Son passage au ministère est clivant. On lui reproche son franc-parler, ses colères, sa gestion parfois solitaire. On lui reconnaît d’avoir remis les artistes au centre du jeu. Il quitte le gouvernement en 2020 avec l’image d’un ministre-écrivain : celui qui lisait des poèmes en Conseil des ministres et exigeait que les préfets citent Bernard Dadié dans leurs discours.

Le diplomate, ambassadeur de l’imaginaire ivoirien

Depuis 2021, Maurice Bandaman est ambassadeur de Côte d’Ivoire en France. Nouvelle mutation, même obsession : porter la voix ivoirienne. À Paris, il troque la veste de ministre pour celle de diplomate, mais ne range pas la plume. Il fait de l’ambassade un lieu de littérature.

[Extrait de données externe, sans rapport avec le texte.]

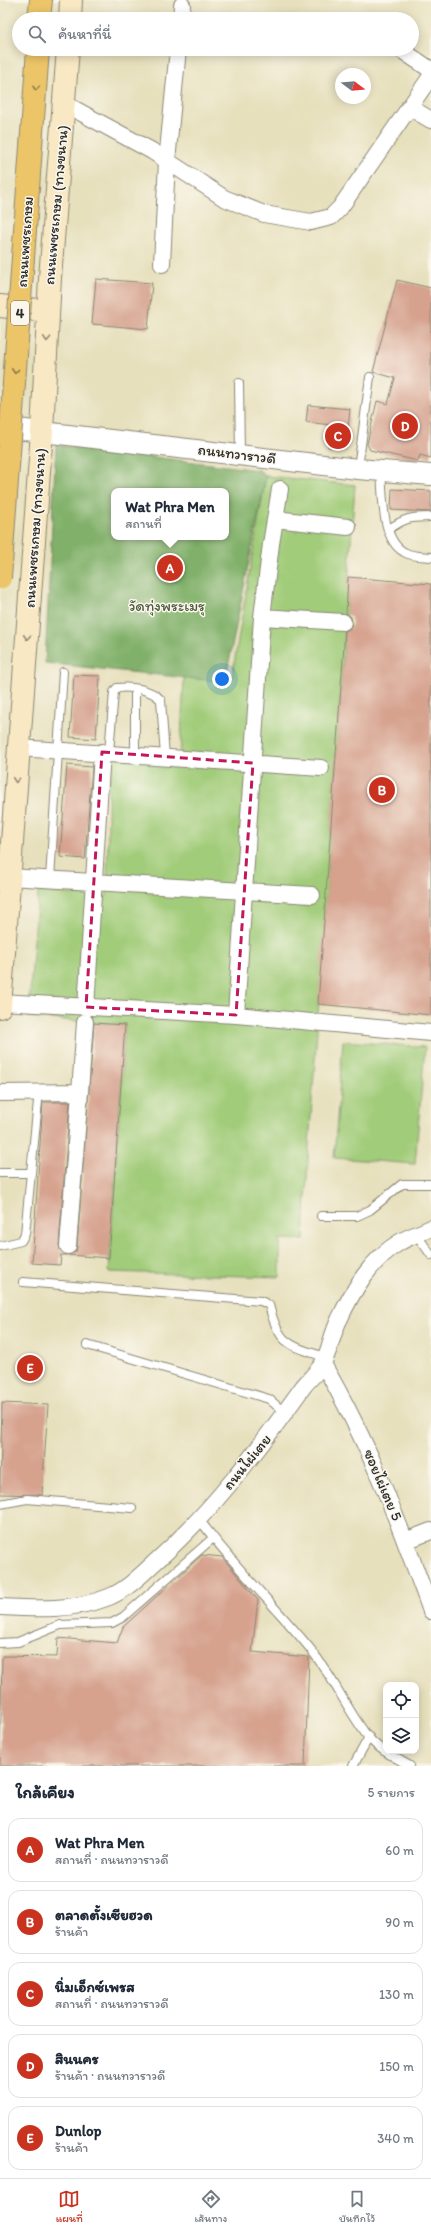 <!DOCTYPE html>
<html lang="th">
<meta charset="utf-8">
<style>
:root{--surface:#fff;--page:#f2f2f3;--text:#1f2937;--muted:#747a83;--line:#e0e1e3;--accent:#c8321e}
body{margin:0;font-family:Itim,"Playpen Sans Thai",sans-serif;background:var(--page);color:var(--text)}
.controls{position:absolute;right:12px;bottom:12px;display:grid;overflow:hidden;border-radius:8px;box-shadow:0 2px 10px #0003}
.controls button{width:36px;height:36px;display:grid;place-items:center;padding:0;border:0;border-bottom:1px solid var(--line);background:var(--surface);color:var(--text);font:20px sans-serif}
.compass{position:absolute;left:335px;top:68px;width:36px;height:36px;border-radius:50%;background:var(--surface);box-shadow:0 2px 10px #0003;rotate:106deg}
.you{position:absolute;left:222px;top:679px;width:14px;height:14px;margin:-10px;border:3px solid #fff;border-radius:50%;background:#1a73e8;box-shadow:0 0 0 6px #1a73e833}
.badge{display:grid;place-items:center;width:26px;height:26px;border-radius:50%;background:var(--accent);color:#fff;font-size:13px;font-weight:700}
.pin{position:absolute;translate:-50% -50%;border:2px solid #fff;box-shadow:0 1px 4px #0006}
.popup{position:absolute;left:111px;top:488px;width:118px;height:52px;box-sizing:border-box;display:grid;place-content:center;border-radius:8px;background:var(--surface);filter:drop-shadow(0 1px 3px #0005);font-size:13px;white-space:nowrap;color:var(--muted)}
.popup b{font-size:15px;color:var(--text)}
.popup::after{content:'';position:absolute;left:50%;top:100%;margin-left:-8px;border:8px solid transparent;border-top-color:var(--surface)}
.list{margin:0;padding:0;list-style:none}
h2{display:flex;justify-content:space-between;align-items:center;height:52px;margin:0;padding:0 16px;font-size:17px}
h2 small{font-size:13px;font-weight:400;color:var(--muted)}
.list li{display:grid;grid-template-columns:26px 1fr auto;gap:12px;align-items:center;box-sizing:border-box;height:64px;margin:0 8px 8px;padding:0 8px;border:1px solid var(--line);border-radius:12px}
.list b{display:block;font-size:15px;white-space:nowrap}
.list p{margin:0;font-size:13px;white-space:nowrap;color:var(--muted)}
.list em{font-size:13px;font-style:normal;color:var(--muted)}
.icon{flex:none;width:22px;height:22px;fill:none;stroke:currentColor;stroke-width:2;stroke-linecap:round;stroke-linejoin:round}
.map{position:relative;flex:none;width:431px;height:1766px;overflow:hidden}
.search{position:absolute;background:var(--surface);box-shadow:0 2px 10px #0003;left:12px;right:12px;top:12px;height:44px;display:flex;align-items:center;gap:10px;box-sizing:border-box;padding:0 14px;border-radius:22px;color:var(--muted);font-size:15px}
.sheet{height:412px;background:var(--surface)}
nav{display:flex;justify-content:space-around;align-items:center;box-sizing:border-box;height:56px;border-top:1px solid var(--line);background:var(--surface);font-size:11px;color:var(--muted)}
nav a{display:grid;justify-items:center;gap:2px}
nav .on{color:var(--accent)}
.map>svg:first-child{display:block}
</style>
<div class="map">
<svg width="431" height="1766" viewBox="0 0 431 1766">
<rect width="100%" height="100%" fill="#fbf7ec"/>
<filter id="ink" filterUnits="userSpaceOnUse"><feTurbulence type="fractalNoise" baseFrequency=".025" numOctaves="2"/><feDisplacementMap in="SourceGraphic" scale="8" xChannelSelector="R" yChannelSelector="G"/><feConvolveMatrix kernelMatrix="1 2 1 2 8 2 1 2 1" color-interpolation-filters="sRGB"/></filter>
<filter id="wash" filterUnits="userSpaceOnUse"><feTurbulence type="fractalNoise" baseFrequency=".012" numOctaves="4" result="noise"/><feDisplacementMap in="SourceGraphic" scale="16" xChannelSelector="R" yChannelSelector="G"/><feGaussianBlur stdDeviation="0.9" result="paint"/><feColorMatrix in="noise" values="0 0 0 0 0 0 0 0 0 0 0 0 0 0 0 0 0 1.4 0 .05"/><feComposite in="paint" operator="in"/></filter>
<g filter="url(#wash)">
<rect width="100%" height="100%" fill="#e7e0bd"/>
<path fill="#a1cc79" stroke="#667c52" d="M266,476L355,485L308,1159L304,1240L280,1239V1277L109,1272L125,1025L28,1017L38,892L107,896L109,752L180,758L184,677L231,681Z
M343,1041L425,1047L415,1164L334,1158Z"/>
<path fill="#80b069" stroke="#566e4a" fill-rule="evenodd" d="M56,445L259,470L266,476L225,682L45,663ZM114,491H226V537H114Z"/>
<g id="blocks">
<path fill="#d6a28e" d="M96,279L152,283L148,329L92,324Z
M397,280L431,288V458L420,455L418,461L370,450L367,444L377,401L388,404L395,378L373,372Z
M308,405L350,409L346,448L328,447L331,425L306,422Z
M392,489L431,491V512L391,510Z
M348,577L431,584V1015L318,1004L345,631L351,628L352,623L351,617L346,613Z
M74,675L100,676L96,739L70,737Z
M67,765L92,767L85,859L60,857Z
M94,1023L125,1025L109,1258L68,1255L76,1252L77,1247Z
M43,1102H70L59,1245L60,1250L67,1255H61L60,1265L32,1263Z
M2,1403L48,1405L42,1495L0,1494Z
M202,1555L222,1557L258,1600L252,1652L309,1657L305,1766H0L2,1656L57,1657L58,1638L117,1643L123,1627Z"/>
</g>
</g>
<g filter="url(#ink)">
<use href="#blocks" fill-opacity="0" stroke="#898674" stroke-width="1"/>
<g fill="none" stroke-linecap="round" stroke-linejoin="round">
<g stroke="#898674" stroke-width="10">
<path id="service" d="M239,383L240,455
M358,468L370,377
M381,471C383,494 381,540 404,552C412,557 422,556 431,557
M388,530C404,518 411,517 431,517
M109,752L114,692L117,688C131,686 151,689 161,700L165,757
M135,754V689
M50,879L63,672
M0,1173H30
M321,1216H357L370,1210L402,1184H431
M417,1235L431,1255
M0,1246L21,1241L25,1234L39,1091
M23,1282L261,1301L269,1305C279,1345 288,1345 325,1357
M87,1345L269,1399L285,1413
M0,1504L27,1499L132,1508
M199,1519C232,1564 272,1603 308,1646C331,1673 346,1708 368,1737C379,1750 396,1758 410,1766
M0,1643L18,1642L60,1625L112,1623L123,1617L213,1538
M353,1766L369,1737"/>
</g>
<g stroke="#898674" stroke-width="18">
<path id="minor" d="M181,19L182,5
M400,49L431,70
M65,104L152,151L224,198L264,214L311,222L331,217L340,208L431,76
M409,107L431,120
M162,264L167,161L178,49
M275,519L348,527
M262,617L343,622
M18,748L321,768
M9,877L312,895
M0,1002L236,1015L431,1033
M86,1007L102,752
M236,1015L262,617L271,544L280,489
M80,1092L85,1022
M0,1093L80,1092L68,1246
M323,1364C369,1442 400,1526 431,1611
M405,1541L431,1531
M0,1607C36,1609 74,1611 109,1597C126,1590 139,1577 153,1564C212,1512 258,1450 303,1387C309,1379 318,1372 323,1363C330,1350 332,1334 339,1320C353,1290 371,1259 400,1242C410,1236 421,1233 431,1228"/>
</g>
<g stroke="#898674" stroke-width="22">
<path id="tertiary" d="M0,427L358,469L431,475"/>
</g>
<g stroke="#898674" stroke-width="24">
<path id="secondary" d="M70,19L71,0
M0,306L48,311
M0,1007L42,431L50,278L68,49"/>
</g>
<g stroke="#898674" stroke-width="24">
<path id="trunk" d="M39,19L41,0"/>
</g>
<use href="#service" stroke="#fff" stroke-width="8"/>
<use href="#minor" stroke="#fff" stroke-width="16"/>
<use href="#tertiary" stroke="#fff" stroke-width="20"/>
<use href="#secondary" stroke="#f8e8c3" stroke-width="22"/>
<use href="#trunk" stroke="#edc569" stroke-width="22"/>
<g stroke="#898674" stroke-width="24" stroke-linecap="butt">
<path id="trunk-bridge" d="M0,578L38,49"/>
</g>
<use href="#trunk-bridge" stroke="#edc569" stroke-width="22"/>
</g>
<defs><path id="oneway-chevron" d="M-2-3.5L2.5 0L-2 3.5" fill="none" stroke-width="1.6" stroke-linecap="round" stroke-linejoin="round"/></defs>
<g stroke="#8c784a">
<use href="#oneway-chevron" transform="translate(36 88) rotate(93)"/>
<use href="#oneway-chevron" transform="translate(15 371) rotate(94)"/>
</g>
<g stroke="#928a77">
<use href="#oneway-chevron" transform="translate(47 339) rotate(93)"/>
<use href="#oneway-chevron" transform="translate(27 637) rotate(94)"/>
<use href="#oneway-chevron" transform="translate(16 780) rotate(94)"/>
</g>
</g>
<path fill="none" stroke="#c2185b" stroke-width="3" stroke-dasharray="8 5" stroke-linejoin="round" d="M102,752L253,763L236,1015L86,1007Z"/>
<g text-anchor="middle" dominant-baseline="central" stroke-width="3" stroke-linejoin="round" paint-order="stroke">
<rect fill="#fbf7ec" stroke="#696865" stroke-width="1" x="11" y="301" width="18" height="24" rx="3"/>
<g font-size="14" font-weight="bold" fill="#2b2b2b">
<text x="20" y="313">4</text>
</g>
<g font-size="15" fill="#2b2b2b" stroke="#fbf7ec">
<text transform="translate(56 205) rotate(-85)">ถนนเพชรเกษม (ทางขนาน)</text>
<text transform="translate(25 242) rotate(-86)">ถนนเพชรเกษม</text>
<text transform="translate(237 454) rotate(7)">ถนนทวาราวดี</text>
<text transform="translate(35 528) rotate(-86)">ถนนเพชรเกษม (ทางขนาน)</text>
<text transform="translate(247 1462) rotate(-51)">ถนนไผ่เตย</text>
<text transform="translate(383 1485) rotate(67)">ซอยไผ่เตย 5</text>
</g>
<g font-size="15" fill="#4e5b42" stroke="#fbf7ec">
<text x="167" y="606">วัดทุ่งพระเมรุ</text>
</g>
</g>
</svg>
<div class="controls">
<button><svg class="icon" aria-label="locate" viewBox="0 0 24 24"><circle cx="12" cy="12" r="6"/><path d="M12 2v4M12 18v4M2 12h4M18 12h4"/></svg></button>
<button><svg class="icon" aria-label="layers" viewBox="0 0 24 24"><path d="M12 4l9 5-9 5-9-5zM3 14l9 5 9-5"/></svg></button>
</div>
<svg class="compass" viewBox="-18 -18 36 36"><path d="M0-13l5 13h-10z" fill="#e53935"/><path d="M0 13l5-13h-10z" fill="#747a83"/></svg>
<div class="you"></div>
<div class="pin badge" style="left:170px;top:568px">A</div>
<div class="popup"><b>Wat Phra Men</b>สถานที่</div>
<div class="pin badge" style="left:382px;top:790px">B</div>
<div class="pin badge" style="left:338px;top:436px">C</div>
<div class="pin badge" style="left:405px;top:426px">D</div>
<div class="pin badge" style="left:30px;top:1368px">E</div>
<div class="search"><svg class="icon" aria-label="search" viewBox="0 0 24 24"><circle cx="10" cy="10" r="6"/><path d="M15 15l6 6"/></svg>ค้นหาที่นี่</div>
</div>
<section class="sheet">
<h2>ใกล้เคียง<small>5 รายการ</small></h2>
<ul class="list">
<li><span class="badge">A</span><div><b>Wat Phra Men</b><p>สถานที่ · ถนนทวาราวดี</p></div><em>60 m</em></li>
<li><span class="badge">B</span><div><b>ตลาดตั้งเซียฮวด</b><p>ร้านค้า</p></div><em>90 m</em></li>
<li><span class="badge">C</span><div><b>นิ่มเอ็กซ์เพรส</b><p>สถานที่ · ถนนทวาราวดี</p></div><em>130 m</em></li>
<li><span class="badge">D</span><div><b>สินนคร</b><p>ร้านค้า · ถนนทวาราวดี</p></div><em>150 m</em></li>
<li><span class="badge">E</span><div><b>Dunlop</b><p>ร้านค้า</p></div><em>340 m</em></li>
</ul>
</section>
<nav>
<a class="on"><svg class="icon" aria-label="map" viewBox="0 0 24 24"><path d="M3 6l6-2 6 2 6-2v14l-6 2-6-2-6 2zM9 4v14M15 6v14"/></svg>แผนที่</a>
<a><svg class="icon" aria-label="directions" viewBox="0 0 24 24"><path d="M12 3l9 9-9 9-9-9zM9 14v-3h6M13 9l2 2-2 2"/></svg>เส้นทาง</a>
<a><svg class="icon" aria-label="saved" viewBox="0 0 24 24"><path d="M7 4h10v16l-5-4-5 4z"/></svg>บันทึกไว้</a>
</nav>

Conférences, résidences, dédicaces : le 101 rue du Ranelagh devient une annexe du SILA. Cette quatrième vie boucle le cercle. L’enseignant expliquait le monde à ses élèves. Le diplomate explique la Côte d’Ivoire au monde. Entre les deux, l’écrivain et le ministre ont bâti la matière. “Sœurs esclaves” naît de ce va-et-vient : un roman ivoirien, édité entre Abidjan et Paris, qui parle d’histoire africaine au lecteur universel.

L’homme-synthèse que le SILA 16 a choisi d’honorer

En faisant de Maurice Bandaman son auteur à l’honneur et son Grand Prix 2026, le SILA ne récompense pas seulement un livre. Il désigne un modèle. Celui de l’intellectuel qui refuse la tour d’ivoire. Qui pense que la littérature doit descendre dans la rue, entrer au gouvernement, parler à l’UNESCO, puis revenir au roman.

Les quatre vies de Bandaman se tiennent. Le professeur donne la rigueur. L’écrivain donne le souffle. Le politique donne l’échelle. Le diplomate donne l’écho. Retirer une pièce et l’édifice tremble. À 64 ans, il publie “Sœurs esclaves” comme on livre un testament, mais sans l’air d’avoir fini. Le livre parle de chaînes qu’on brise.

Le parcours de Bandaman parle d’un homme qui a refusé les cases. Enseignant quand il fallait former, écrivain quand il fallait dénoncer, ministre quand il fallait bâtir, ambassadeur quand il faut représenter. Le Grand Prix Bernard Dadié porte bien son nom. Dadié, lui aussi, fut instituteur, écrivain, ministre, ambassadeur. La filiation est claire.

Le 28 avril 2026, en remettant les 5 millions de FCFA à Bandaman, le jury n’a pas seulement primé un roman. Il a passé le témoin. Reste une question, posée par “Sœurs esclaves” : que faire de la liberté quand on l’a conquise ? Bandaman a déjà répondu, quatre fois. La cinquième vie s’écrira peut-être en roman. Ou en actes, lui seul pourra nous le dire.